At the same time, KNF clearly identified 1 July 2026 as a key date resulting from the transitional provisions of MiCA. Until that date, certain activities may continue within defined limits. After that point, the position of domestic entities that have not obtained authorisation may change significantly.

From a market perspective, this creates a potential risk of competitive asymmetry. Entities authorised under MiCA in other EU Member States may provide services in Poland on a cross-border basis, while domestic operators remain in a state of regulatory uncertainty pending the adoption of a national implementing act.

What’s next for a CASP license in Poland?

The second veto means that the national act implementing MiCA will not enter into force in its current form. The draft returns to the Polish Parliament and will either be amended once again or replaced with a new legislative initiative.

The repeated veto makes it clear that maintaining the current regulatory concept will not lead to the President’s signature. Without material structural changes, the bill has no realistic prospect of being enacted.

MiCA, as an EU Regulation, applies directly. The issue lies in the absence of national implementing infrastructure, including the designation of a competent authority, a formal authorisation procedure, and operational supervisory rules for CASPs.

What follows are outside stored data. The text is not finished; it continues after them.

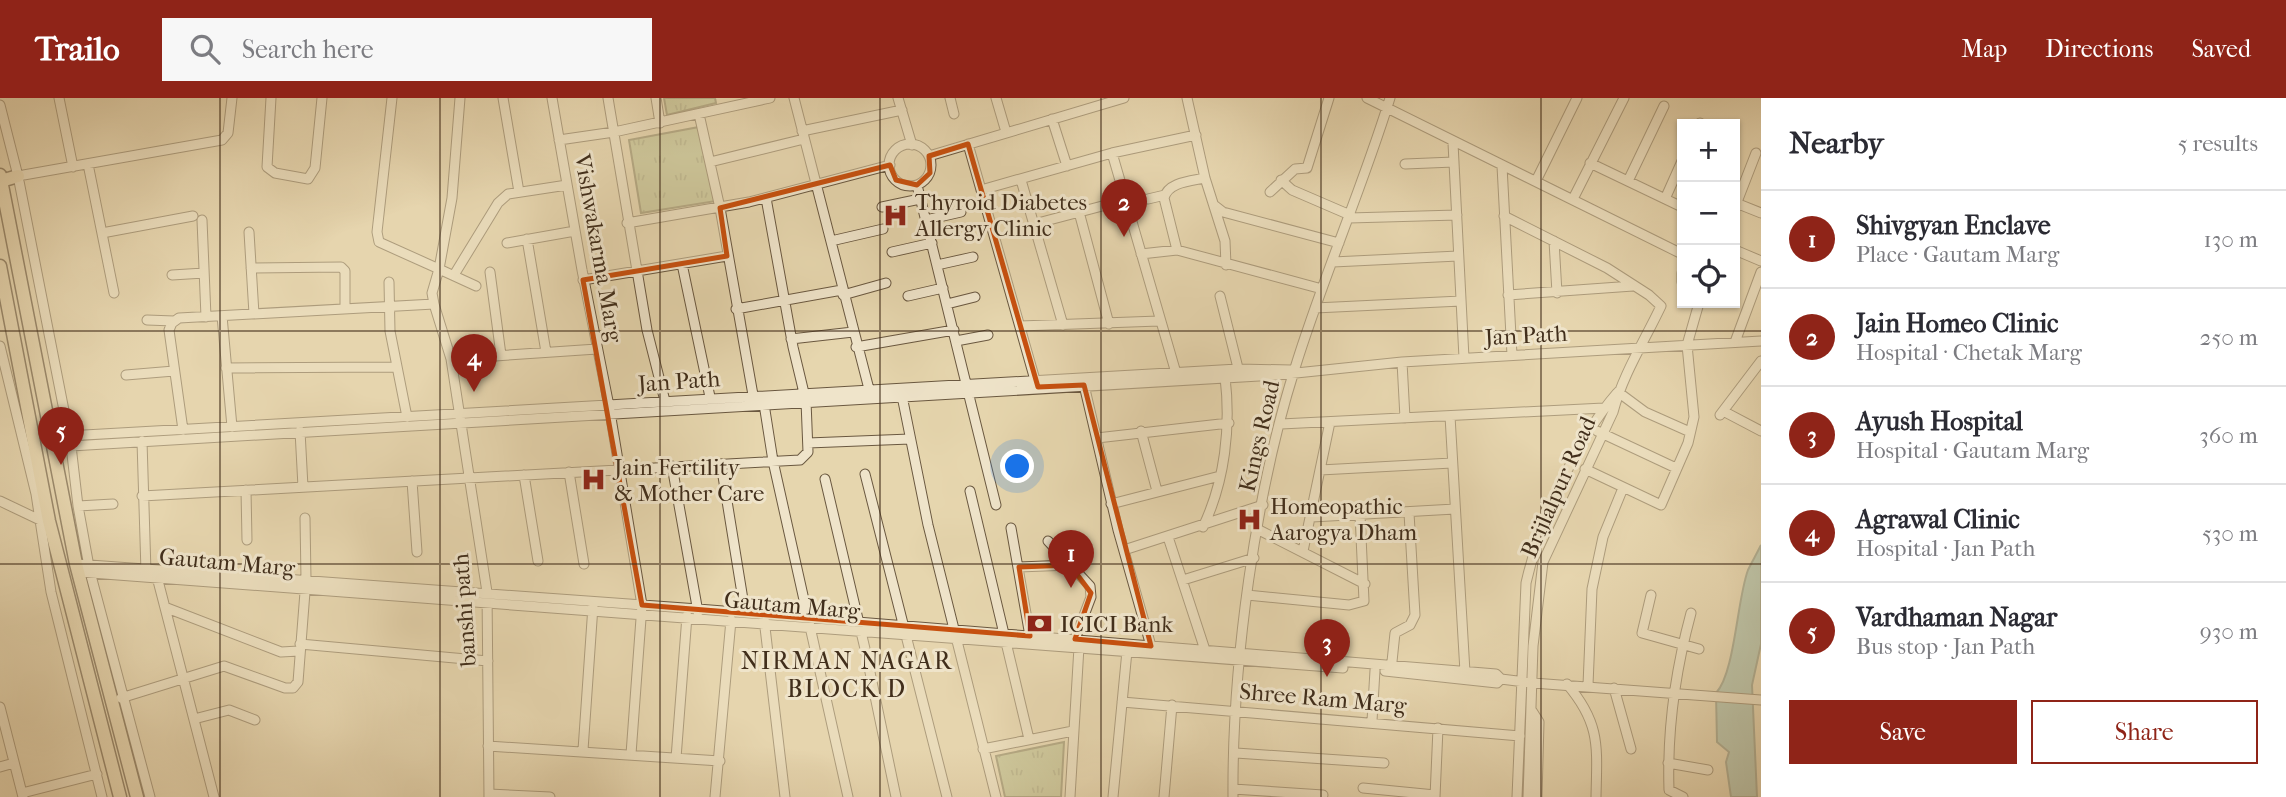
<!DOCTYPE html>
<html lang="en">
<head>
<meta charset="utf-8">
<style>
  body { margin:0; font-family:"IM FELL French Canon",serif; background:#f7f7f7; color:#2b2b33 }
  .controls { position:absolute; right:21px; top:21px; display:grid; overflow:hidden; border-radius:0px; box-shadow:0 2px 5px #0004 }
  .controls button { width:63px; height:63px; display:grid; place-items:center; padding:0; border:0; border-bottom:2px solid #e1e1e2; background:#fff; color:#2b2b33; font:35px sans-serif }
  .you { position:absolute; left:1018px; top:369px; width:24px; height:24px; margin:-18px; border:5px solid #fff; border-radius:50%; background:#1a73e8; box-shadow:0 0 0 10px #1a73e833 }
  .badge { display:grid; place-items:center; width:46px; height:46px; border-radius:50%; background:#8f2418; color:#fff; font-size:23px; font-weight:700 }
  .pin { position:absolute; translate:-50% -58px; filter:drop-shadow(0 2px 4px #0008) }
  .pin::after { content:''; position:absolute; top:37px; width:24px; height:21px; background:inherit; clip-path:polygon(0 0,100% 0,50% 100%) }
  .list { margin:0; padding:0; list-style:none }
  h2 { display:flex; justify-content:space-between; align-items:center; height:91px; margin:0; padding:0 28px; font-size:30px }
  h2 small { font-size:23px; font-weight:400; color:#7c7c81 }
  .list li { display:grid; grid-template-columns:46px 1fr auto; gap:21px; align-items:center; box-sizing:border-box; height:98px; padding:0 28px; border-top:2px solid #e1e1e2 }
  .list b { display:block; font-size:26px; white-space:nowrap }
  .list p { margin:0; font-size:23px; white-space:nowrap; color:#7c7c81 }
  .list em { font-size:23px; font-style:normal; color:#7c7c81 }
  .actions { display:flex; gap:14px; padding:21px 28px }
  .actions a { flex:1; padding:16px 0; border:2px solid #8f2418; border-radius:0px; text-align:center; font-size:24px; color:#8f2418 }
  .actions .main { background:#8f2418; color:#fff }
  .icon { flex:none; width:38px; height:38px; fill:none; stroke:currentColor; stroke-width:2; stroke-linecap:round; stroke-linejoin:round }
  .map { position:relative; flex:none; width:1761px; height:699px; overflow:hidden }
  header { display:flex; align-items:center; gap:42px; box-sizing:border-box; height:98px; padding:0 35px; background:#8f2418; color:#fff }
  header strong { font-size:33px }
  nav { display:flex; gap:38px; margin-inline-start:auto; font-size:24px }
  .search { width:490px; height:63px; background:#f7f7f7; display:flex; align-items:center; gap:18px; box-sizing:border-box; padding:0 24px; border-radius:0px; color:#7c7c81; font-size:26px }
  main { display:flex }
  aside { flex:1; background:#fff }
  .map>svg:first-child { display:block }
</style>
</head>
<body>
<header>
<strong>Trailo</strong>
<div class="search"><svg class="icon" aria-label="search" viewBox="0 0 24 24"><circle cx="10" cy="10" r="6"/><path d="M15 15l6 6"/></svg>Search here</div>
<nav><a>Map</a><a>Directions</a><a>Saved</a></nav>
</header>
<main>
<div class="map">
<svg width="1761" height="699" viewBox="0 0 1761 699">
  <defs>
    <pattern id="park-tufts" width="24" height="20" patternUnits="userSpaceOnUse" patternTransform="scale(1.75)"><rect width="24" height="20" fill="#b7bd89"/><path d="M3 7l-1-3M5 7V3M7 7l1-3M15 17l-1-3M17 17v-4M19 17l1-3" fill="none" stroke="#969a6f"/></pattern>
  </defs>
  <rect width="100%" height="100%" fill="#e6d6ae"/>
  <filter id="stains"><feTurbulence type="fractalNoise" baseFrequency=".00286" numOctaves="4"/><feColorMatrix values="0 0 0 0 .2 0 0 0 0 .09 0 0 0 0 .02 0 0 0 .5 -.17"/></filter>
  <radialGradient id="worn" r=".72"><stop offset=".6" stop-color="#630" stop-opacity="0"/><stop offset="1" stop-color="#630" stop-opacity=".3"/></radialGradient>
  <path fill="url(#park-tufts)" stroke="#7c7652" stroke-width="2" d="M664,0h51l1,5 -49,12z
    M699,29l17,74 -75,12 -12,-73z
    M1064,644l-3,55h-56l-9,-41z"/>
  <path fill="#96b9a9" stroke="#748170" stroke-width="2" d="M1761,447v99l-9,41 5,112h-26l-5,-35 3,-10 -12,-10 -1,-49c19,-20 21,-94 32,-123 4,-8 9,-17 13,-25z"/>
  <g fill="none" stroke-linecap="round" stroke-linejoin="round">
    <defs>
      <path id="minor" d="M59,0l14,69
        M271,0l-4,69 8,6 33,6 7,-11 7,-70
        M392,0l-15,134 2,10 60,27 -7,24 2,11 17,55 36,233 2,205
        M460,0l-8,100 -13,71 37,17
        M503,0l16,94
        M552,0l30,172 27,136 33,199 -11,149
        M608,0l39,232 18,71
        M656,0l4,25
        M794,0l76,295
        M898,0l14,47
        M950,0l4,16
        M996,0l10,34
        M1187,0l18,80 20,63 1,24
        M1367,0l315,156
        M0,7l18,71 53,270 7,60 12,66 60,225
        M699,16l21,94 33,187
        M1052,21l15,47
        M1699,26l1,-1
        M802,33l100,-21
        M559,42l55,-8 156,-34
        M1453,45l11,215
        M968,46l67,236
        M889 67a21 21 0 1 1 42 0a21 21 0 1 1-42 0Z
        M1112,55l64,220
        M929,58l195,-58
        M710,64l94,-23
        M1590,65l92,44
        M88,66l26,129
        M1405,66l49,-2
        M1502,68l10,189
        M18,78l204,-36 6,-7 4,-35
        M1021,82l42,145
        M1281,82l11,10 58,25
        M1536,83l41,-83
        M1628,83l36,-75
        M917,87l79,320
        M981,92l131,-37 84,-18
        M1270,94l25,-23 12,-1 22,-70
        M766,100l27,149 11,46
        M1148,101l17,-4
        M1573,101l51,-101
        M1665,101l17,-38
        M1736,105l25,10
        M1214,107l9,7 116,31
        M882,109l38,-8
        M1735,109l21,-54
        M1079,114l30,112
        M1504,118l103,52 42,27 12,11c-17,36 -38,68 -48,106l-70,150 -10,84 -5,151
        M1349,120l108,-3
        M202,122l4,97
        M926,122l35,-8
        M627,125l122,-21 141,-37
        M1034,126l91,-24
        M249,134l5,82
        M102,135l91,-17
        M527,141l19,113
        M831,143l52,-12
        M1554,143l3,52
        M507,145l68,-12
        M1177,152l-13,-52c4,-16 27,-17 41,-20
        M1735,152l26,11
        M892,154l40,-9
        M1141,156l36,-4 145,39
        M1333,164l125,-6
        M682,166l28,133
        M937,167l36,-8
        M251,170l90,-1 4,4v38
        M490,174l11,83
        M1682,175v9
        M172,177l32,-2
        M454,177l44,-72 10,-9 59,-9
        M583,182l144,-24
        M389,184l1,49 17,86
        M843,197l43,-12
        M1508,197l125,-9
        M908,198l35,-8
        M1220,198l19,76
        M947,206l28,-7
        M1315,210l146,-7
        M736,211l106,-19
        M222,218l10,111
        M147,222l27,1
        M1020,228l139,-5
        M791,241l62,-7
        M956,243l32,-6
        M1735,244l26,-70
        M0,248l36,148 15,98 51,205
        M856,249l98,-17
        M451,261l146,-10
        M1402,264l3,56
        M226,270l171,-1
        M126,277l48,-4
        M1084,287l34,145 33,116
        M1618,294l27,20 45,20
        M902,298l26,129 68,272
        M764,306l9,57 75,336
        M1723,313l38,20
        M1720,317l41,-54
        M1450,318l15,256
        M1281,326l323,-16
        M183,332l-14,-100 3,-7 7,-5 255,-14
        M300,333l3,56
        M1141,333l16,60
        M1597,333l79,37
        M67,338l1171,-67 53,1
        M1097,340l132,-15
        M142,343l4,131
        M808,345l102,-4
        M71,348l1206,-71 125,-13 359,-21
        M721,366l24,148
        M672,368l26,146
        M1585,371l76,36 27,-62 6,-26 -7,-72 12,-42
        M1320,372l132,-7
        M569,374l15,92
        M865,376l82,323
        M524,377l14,86
        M825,381l41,174 30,144
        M412,383l5,71
        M246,392l1,50
        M970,393l59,248
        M142,398l658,-36 8,-8 -2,-51
        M0,403l42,20
        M1111,406l109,-28
        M78,408l35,-2
        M1312,419l143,-8
        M1203,429c22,-46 28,-100 22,-150
        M1011,430l19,108
        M1259,432l106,54
        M1168,439l37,113
        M1048,443l42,45 1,11 -16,42
        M1124,452l139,-45
        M1303,453l27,-129
        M76,466l622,45 798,65 5,5 32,4 228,17
        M1019,469l51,-2
        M78,474l1265,96
        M156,475l58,224
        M1183,482l71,-22
        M1247,497l102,10 15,-4 -4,-86
        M1651,497l-9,38 57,16
        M167,510l114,44 18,-1
        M764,521l21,178
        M300,546l188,17
        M1385,573l112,12 4,-4
        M1391,573l4,-38 15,-8 5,-10 -6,-102
        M1567,586c34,40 30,63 29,113
        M1588,587l4,-96 11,-52 20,-49
        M1614,590l17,61
        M121,600l103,-32 61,22h8l5,-6 8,-103 -1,-61
        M1122,604l398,34
        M0,609l23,90
        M1532,613l7,11 -2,75
        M194,621l35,-9 26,10
        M1372,623l3,-51
        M488,648l232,15
        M983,651l90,-18
        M583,652l10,-144
        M1236,655l148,10
        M676,660l11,-142
        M1668,665l40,7
        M0,669l14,-4
        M1363,690l72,7
        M1233,691l90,6
        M22,695l75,-19
        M489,696l61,3
        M715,699l16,-177
        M1070,699l9,-150
        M1113,699l14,-146
        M1164,699l8,-92
        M1233,699c-1,-132 22,-303 62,-429 28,-91 67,-179 95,-270
        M1435,699l3,-69
        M1517,699l9,-214c14,-61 50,-143 91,-190
        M1683,699l-14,-7c-2,-61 6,-118 22,-177"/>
      <path id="highway" d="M0,77l76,389 61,233
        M1,83l17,-5
        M0,168l49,255 71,276"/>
    </defs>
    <use href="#minor" stroke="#6a5840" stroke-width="11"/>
    <use href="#highway" stroke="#412e1b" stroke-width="15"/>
    <use href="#minor" stroke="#efe4ca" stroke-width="9"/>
    <use href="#highway" stroke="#e6d6ae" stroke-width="12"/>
  </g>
  <path d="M0 0H1761V699H0ZM968,46l70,243 46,-2 67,261 -76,-7 16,-46 -21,-28 -51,2 11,69 -388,-31 -59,-325 144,-24 -7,-48 170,-43 6,15 21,5 13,-12 -1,-17z" fill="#e6d6ae" fill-opacity=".55" fill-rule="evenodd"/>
  <path fill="none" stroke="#c7500f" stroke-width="5" stroke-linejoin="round" d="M968,46l70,243 46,-2 67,261 -76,-7 16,-46 -21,-28 -51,2 11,69 -388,-31 -59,-325 144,-24 -7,-48 170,-43 6,15 21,5 13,-12 -1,-17z"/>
  <path fill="none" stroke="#412e1b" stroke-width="2" stroke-opacity="0.55" d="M220,0v699M440,0v699M660,0v699M880,0v699M1101,0v699M1321,0v699M1541,0v699M0,233h1761M0,466h1761"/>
  <defs>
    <symbol id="hospital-bare" viewBox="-9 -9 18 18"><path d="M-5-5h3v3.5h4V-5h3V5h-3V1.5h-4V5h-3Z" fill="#8f2418" stroke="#efe4ca" stroke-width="2.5" paint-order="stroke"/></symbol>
    <symbol id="bank-bare" viewBox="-9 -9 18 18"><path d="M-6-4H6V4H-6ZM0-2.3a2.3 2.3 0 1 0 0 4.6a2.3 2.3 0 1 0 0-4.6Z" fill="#8f2418" stroke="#efe4ca" stroke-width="2.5" paint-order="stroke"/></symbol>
  </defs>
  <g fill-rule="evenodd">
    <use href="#hospital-bare" x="878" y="100" width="35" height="35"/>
    <use href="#hospital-bare" x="576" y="364" width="35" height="35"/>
    <use href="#hospital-bare" x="1232" y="404" width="35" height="35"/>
    <use href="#bank-bare" x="1022" y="508" width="35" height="35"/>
  </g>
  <g text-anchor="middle" stroke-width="6" stroke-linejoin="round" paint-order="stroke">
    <g font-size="23" fill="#412e1b" stroke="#efe4ca" text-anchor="start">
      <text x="915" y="112">Thyroid Diabetes<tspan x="915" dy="26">Allergy Clinic</tspan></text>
      <text x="614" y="377">Jain Fertility<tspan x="614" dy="26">&amp; Mother Care</tspan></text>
      <text x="1270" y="416">Homeopathic<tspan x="1270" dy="26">Aarogya Dham</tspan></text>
      <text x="1060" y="534">ICICI Bank</text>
    </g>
    <g font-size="23" fill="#412e1b" stroke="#efe4ca">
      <text transform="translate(599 150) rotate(80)" y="8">Vishwakarma Marg</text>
      <text transform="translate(1526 237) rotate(-3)" y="8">Jan Path</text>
      <text transform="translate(679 283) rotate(-4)" y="8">Jan Path</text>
      <text transform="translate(1259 338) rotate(-77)" y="8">Kings Road</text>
      <text transform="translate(1558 389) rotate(-66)" y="8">Brijlalpur Road</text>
      <text transform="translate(227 464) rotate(5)" y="8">Gautam Marg</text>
      <text transform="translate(792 507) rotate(5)" y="8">Gautam Marg</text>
      <text transform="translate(464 512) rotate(-94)" y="8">banshi path</text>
      <text transform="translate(1323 600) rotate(5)" y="8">Shree Ram Marg</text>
    </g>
    <g font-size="24" letter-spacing="2" fill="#412e1b" stroke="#efe4ca">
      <text x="847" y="571">NIRMAN NAGAR<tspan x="847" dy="28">BLOCK D</tspan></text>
    </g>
  </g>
  <rect width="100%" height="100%" filter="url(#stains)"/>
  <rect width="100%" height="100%" fill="url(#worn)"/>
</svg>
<div class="controls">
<button>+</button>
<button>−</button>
<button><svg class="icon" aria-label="locate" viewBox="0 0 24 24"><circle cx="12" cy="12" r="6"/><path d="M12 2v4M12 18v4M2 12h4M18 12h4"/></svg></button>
</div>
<div class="you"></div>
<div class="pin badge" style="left:1071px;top:490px">1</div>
<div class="pin badge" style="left:1124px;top:139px">2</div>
<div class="pin badge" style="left:1327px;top:579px">3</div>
<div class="pin badge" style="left:474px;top:294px">4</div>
<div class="pin badge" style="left:61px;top:367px">5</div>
</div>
<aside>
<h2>Nearby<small>5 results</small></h2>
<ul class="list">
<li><span class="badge">1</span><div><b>Shivgyan Enclave</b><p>Place · Gautam Marg</p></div><em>130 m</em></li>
<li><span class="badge">2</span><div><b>Jain Homeo Clinic</b><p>Hospital · Chetak Marg</p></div><em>250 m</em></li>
<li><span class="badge">3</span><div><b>Ayush Hospital</b><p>Hospital · Gautam Marg</p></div><em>360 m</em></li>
<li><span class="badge">4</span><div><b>Agrawal Clinic</b><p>Hospital · Jan Path</p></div><em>530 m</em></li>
<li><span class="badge">5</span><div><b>Vardhaman Nagar</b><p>Bus stop · Jan Path</p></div><em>930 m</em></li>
</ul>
<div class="actions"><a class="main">Save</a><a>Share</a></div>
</aside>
</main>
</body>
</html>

The KNF statement of 10 February 2026 confirms that the situation has practical implications. 1 July 2026 remains a key date under the MiCA transitional regime. Entities planning to operate as crypto-asset service providers should take this timeline into account when making structural and operational decisions.

For the market, the conclusion is straightforward. The legislative process may be prolonged, but the core MiCA requirements relating to governance, AML and CFT compliance, risk management, and capital adequacy remain unchanged. The adoption of a national act will affect the authorisation procedure, but it will not alter the regulatory fundamentals.

Entities seeking to obtain a CASP license in Poland should use the current period to finalise documentation, refine their business model, and strengthen their compliance framework. When the national authorisation regime becomes operational, those who are prepared will be in a significantly stronger position.